HOW TO COMPLETE THIS TASK>
Repeat nothing but the lines below running from the one containing "M2309 0H2343L2330 16Z" to the one containing "M1341 335 1408". Keep both end lines.

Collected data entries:
*** Begin section ***
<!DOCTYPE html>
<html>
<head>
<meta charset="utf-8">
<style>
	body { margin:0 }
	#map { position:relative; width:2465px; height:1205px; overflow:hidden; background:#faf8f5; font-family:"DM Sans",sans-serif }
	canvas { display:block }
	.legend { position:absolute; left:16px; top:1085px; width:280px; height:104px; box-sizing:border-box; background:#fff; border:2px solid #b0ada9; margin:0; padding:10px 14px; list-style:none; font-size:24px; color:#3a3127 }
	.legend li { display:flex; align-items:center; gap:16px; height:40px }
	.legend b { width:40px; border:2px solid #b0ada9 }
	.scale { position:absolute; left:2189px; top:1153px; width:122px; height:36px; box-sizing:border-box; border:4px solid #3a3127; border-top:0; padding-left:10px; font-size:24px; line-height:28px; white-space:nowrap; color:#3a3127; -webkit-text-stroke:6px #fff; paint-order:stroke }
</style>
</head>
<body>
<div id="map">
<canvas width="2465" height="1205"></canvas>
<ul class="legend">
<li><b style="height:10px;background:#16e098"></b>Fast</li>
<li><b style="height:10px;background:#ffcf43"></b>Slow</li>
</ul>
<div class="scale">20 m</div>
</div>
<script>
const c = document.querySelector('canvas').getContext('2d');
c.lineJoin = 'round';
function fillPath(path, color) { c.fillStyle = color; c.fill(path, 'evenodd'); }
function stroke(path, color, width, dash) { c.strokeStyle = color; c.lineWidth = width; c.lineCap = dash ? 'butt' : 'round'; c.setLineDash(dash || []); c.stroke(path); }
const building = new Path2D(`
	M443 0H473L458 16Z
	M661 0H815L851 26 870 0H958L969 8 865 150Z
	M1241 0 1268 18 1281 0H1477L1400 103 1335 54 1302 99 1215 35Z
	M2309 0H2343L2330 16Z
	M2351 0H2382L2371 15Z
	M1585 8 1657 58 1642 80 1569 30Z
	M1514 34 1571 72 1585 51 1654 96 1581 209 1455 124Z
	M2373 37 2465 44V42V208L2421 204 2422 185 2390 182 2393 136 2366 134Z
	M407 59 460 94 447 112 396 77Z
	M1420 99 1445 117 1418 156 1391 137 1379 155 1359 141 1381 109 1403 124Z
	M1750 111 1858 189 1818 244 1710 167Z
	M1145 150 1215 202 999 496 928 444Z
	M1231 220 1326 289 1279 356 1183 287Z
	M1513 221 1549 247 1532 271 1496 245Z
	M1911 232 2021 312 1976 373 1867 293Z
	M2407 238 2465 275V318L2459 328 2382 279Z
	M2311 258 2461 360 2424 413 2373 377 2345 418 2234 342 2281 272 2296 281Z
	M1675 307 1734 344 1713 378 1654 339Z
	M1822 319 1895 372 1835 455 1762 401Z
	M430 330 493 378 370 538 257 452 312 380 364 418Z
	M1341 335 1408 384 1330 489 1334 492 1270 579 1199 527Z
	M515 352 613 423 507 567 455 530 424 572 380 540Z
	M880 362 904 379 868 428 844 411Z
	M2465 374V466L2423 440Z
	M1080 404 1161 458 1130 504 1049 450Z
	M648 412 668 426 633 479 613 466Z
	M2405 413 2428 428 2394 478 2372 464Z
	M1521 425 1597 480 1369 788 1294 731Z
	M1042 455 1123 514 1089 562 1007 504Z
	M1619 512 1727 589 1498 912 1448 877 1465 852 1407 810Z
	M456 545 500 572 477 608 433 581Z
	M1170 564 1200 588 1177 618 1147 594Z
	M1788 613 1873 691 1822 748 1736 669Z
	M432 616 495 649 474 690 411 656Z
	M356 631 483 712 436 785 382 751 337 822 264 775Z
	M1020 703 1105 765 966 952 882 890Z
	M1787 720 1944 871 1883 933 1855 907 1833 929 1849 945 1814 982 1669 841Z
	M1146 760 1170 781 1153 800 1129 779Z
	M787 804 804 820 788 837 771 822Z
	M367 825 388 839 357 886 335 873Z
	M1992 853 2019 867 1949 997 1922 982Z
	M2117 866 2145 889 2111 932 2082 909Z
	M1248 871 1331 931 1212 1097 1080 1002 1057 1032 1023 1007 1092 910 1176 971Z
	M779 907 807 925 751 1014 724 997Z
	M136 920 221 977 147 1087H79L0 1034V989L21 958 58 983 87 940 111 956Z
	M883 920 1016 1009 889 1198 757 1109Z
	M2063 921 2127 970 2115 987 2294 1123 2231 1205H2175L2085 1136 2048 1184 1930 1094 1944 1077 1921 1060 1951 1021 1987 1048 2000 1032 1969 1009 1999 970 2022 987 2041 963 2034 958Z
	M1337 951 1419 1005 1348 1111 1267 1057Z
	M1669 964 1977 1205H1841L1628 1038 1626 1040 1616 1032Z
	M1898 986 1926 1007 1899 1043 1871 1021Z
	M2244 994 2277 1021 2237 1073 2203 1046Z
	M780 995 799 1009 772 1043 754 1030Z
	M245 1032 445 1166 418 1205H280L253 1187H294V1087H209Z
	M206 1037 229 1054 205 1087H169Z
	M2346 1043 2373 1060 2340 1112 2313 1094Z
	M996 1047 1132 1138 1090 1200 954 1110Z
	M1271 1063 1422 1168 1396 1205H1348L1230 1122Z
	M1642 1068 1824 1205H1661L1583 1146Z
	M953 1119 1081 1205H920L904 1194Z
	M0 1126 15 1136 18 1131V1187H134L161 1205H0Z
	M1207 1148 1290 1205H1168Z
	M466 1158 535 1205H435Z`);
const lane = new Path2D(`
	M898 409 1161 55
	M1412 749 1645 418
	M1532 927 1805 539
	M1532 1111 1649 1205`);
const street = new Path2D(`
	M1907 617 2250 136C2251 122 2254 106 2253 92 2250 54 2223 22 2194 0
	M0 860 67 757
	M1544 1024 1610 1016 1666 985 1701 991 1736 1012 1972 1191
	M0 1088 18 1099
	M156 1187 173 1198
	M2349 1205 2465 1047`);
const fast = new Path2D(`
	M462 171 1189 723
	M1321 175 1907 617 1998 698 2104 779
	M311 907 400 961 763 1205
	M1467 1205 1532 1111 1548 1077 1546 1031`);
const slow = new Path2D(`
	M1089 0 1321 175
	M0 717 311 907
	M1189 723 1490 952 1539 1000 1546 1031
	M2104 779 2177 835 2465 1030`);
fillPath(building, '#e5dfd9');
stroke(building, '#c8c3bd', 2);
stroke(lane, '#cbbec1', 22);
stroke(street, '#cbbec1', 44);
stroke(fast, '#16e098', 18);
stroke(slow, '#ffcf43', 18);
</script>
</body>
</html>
*** End section ***
WRITTEN ANSWER>
	M2309 0H2343L2330 16Z
	M2351 0H2382L2371 15Z
	M1585 8 1657 58 1642 80 1569 30Z
	M1514 34 1571 72 1585 51 1654 96 1581 209 1455 124Z
	M2373 37 2465 44V42V208L2421 204 2422 185 2390 182 2393 136 2366 134Z
	M407 59 460 94 447 112 396 77Z
	M1420 99 1445 117 1418 156 1391 137 1379 155 1359 141 1381 109 1403 124Z
	M1750 111 1858 189 1818 244 1710 167Z
	M1145 150 1215 202 999 496 928 444Z
	M1231 220 1326 289 1279 356 1183 287Z
	M1513 221 1549 247 1532 271 1496 245Z
	M1911 232 2021 312 1976 373 1867 293Z
	M2407 238 2465 275V318L2459 328 2382 279Z
	M2311 258 2461 360 2424 413 2373 377 2345 418 2234 342 2281 272 2296 281Z
	M1675 307 1734 344 1713 378 1654 339Z
	M1822 319 1895 372 1835 455 1762 401Z
	M430 330 493 378 370 538 257 452 312 380 364 418Z
	M1341 335 1408 384 1330 489 1334 492 1270 579 1199 527Z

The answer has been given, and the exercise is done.